» **Work instructions**
Your response should contain every line from the data below that holds the string "above".

----- Dataset content -----

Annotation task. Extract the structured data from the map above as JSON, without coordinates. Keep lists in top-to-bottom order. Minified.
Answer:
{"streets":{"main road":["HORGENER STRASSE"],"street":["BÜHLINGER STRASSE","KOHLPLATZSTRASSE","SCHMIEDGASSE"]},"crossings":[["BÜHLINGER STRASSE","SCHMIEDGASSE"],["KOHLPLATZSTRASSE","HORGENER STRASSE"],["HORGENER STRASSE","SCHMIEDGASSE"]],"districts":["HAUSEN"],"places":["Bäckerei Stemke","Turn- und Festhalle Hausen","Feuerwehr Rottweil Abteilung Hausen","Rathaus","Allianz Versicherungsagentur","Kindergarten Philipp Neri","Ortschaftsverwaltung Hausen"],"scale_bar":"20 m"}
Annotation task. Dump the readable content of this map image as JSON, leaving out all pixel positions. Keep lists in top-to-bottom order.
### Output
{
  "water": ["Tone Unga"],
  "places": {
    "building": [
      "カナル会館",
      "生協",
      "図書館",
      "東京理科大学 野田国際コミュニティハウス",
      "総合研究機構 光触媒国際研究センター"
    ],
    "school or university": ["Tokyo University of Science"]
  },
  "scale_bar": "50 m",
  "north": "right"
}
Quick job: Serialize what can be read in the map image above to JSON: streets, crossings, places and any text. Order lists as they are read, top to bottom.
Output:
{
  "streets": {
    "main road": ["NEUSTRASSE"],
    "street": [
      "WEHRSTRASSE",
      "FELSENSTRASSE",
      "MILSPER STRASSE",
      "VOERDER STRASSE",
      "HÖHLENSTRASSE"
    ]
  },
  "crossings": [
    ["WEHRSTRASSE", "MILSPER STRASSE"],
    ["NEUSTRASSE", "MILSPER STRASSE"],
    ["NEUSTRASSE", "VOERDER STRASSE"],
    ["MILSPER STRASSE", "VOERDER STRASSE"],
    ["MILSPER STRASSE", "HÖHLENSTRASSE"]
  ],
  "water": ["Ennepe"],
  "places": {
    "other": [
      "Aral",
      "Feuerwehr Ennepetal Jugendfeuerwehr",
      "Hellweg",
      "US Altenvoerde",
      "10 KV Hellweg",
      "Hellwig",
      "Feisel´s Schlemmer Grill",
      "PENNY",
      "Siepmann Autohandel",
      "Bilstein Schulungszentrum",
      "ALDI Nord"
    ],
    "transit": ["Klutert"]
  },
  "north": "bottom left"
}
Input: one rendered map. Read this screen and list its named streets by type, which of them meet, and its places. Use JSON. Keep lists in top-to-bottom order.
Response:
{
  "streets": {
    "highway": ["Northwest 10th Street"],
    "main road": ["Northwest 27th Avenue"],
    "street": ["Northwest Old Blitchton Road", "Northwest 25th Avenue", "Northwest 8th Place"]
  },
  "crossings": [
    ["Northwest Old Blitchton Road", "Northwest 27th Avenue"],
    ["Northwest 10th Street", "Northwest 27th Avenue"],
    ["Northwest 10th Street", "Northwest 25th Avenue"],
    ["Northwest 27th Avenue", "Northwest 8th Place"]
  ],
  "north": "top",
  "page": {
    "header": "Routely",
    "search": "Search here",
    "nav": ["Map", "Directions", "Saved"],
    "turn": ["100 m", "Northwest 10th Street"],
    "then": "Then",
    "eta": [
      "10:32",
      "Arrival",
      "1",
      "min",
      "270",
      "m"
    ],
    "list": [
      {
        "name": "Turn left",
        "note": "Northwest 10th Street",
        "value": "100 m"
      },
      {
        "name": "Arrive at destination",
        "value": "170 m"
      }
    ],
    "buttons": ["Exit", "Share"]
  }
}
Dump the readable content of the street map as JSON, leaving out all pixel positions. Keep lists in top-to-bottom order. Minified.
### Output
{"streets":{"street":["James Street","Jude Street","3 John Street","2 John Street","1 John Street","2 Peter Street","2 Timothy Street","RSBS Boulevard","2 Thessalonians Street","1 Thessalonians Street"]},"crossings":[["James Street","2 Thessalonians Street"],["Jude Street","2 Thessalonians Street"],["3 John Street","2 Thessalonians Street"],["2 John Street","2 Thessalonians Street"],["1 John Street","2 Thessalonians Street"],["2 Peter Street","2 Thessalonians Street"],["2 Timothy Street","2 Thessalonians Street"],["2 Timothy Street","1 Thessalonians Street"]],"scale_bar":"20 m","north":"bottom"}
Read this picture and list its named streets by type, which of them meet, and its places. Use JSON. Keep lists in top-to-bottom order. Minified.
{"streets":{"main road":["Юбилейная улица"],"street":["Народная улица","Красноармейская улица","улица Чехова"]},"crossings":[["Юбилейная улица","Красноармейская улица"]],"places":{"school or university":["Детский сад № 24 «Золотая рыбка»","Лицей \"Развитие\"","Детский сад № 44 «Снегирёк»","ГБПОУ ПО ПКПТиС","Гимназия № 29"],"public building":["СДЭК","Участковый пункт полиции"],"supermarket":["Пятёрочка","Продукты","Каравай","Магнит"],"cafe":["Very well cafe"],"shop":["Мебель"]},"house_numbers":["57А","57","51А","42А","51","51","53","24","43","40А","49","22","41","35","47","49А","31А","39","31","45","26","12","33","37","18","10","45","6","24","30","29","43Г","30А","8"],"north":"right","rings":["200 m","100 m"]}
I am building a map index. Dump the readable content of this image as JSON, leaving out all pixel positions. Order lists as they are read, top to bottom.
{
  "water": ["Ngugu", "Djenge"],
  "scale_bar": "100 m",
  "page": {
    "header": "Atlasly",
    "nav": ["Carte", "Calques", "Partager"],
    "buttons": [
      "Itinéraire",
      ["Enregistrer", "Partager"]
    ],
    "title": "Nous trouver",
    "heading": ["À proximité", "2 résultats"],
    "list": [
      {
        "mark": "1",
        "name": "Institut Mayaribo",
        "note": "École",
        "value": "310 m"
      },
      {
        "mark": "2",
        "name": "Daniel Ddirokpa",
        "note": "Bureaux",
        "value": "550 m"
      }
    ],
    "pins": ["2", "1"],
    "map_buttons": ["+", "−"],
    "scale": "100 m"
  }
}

-----

» **Response area**
Annotation task. Extract the structured data from the map above as JSON, without coordinates. Keep lists in top-to-bottom order. Minified.
Quick job: Serialize what can be read in the map image above to JSON: streets, crossings, places and any text. Order lists as they are read, top to bottom.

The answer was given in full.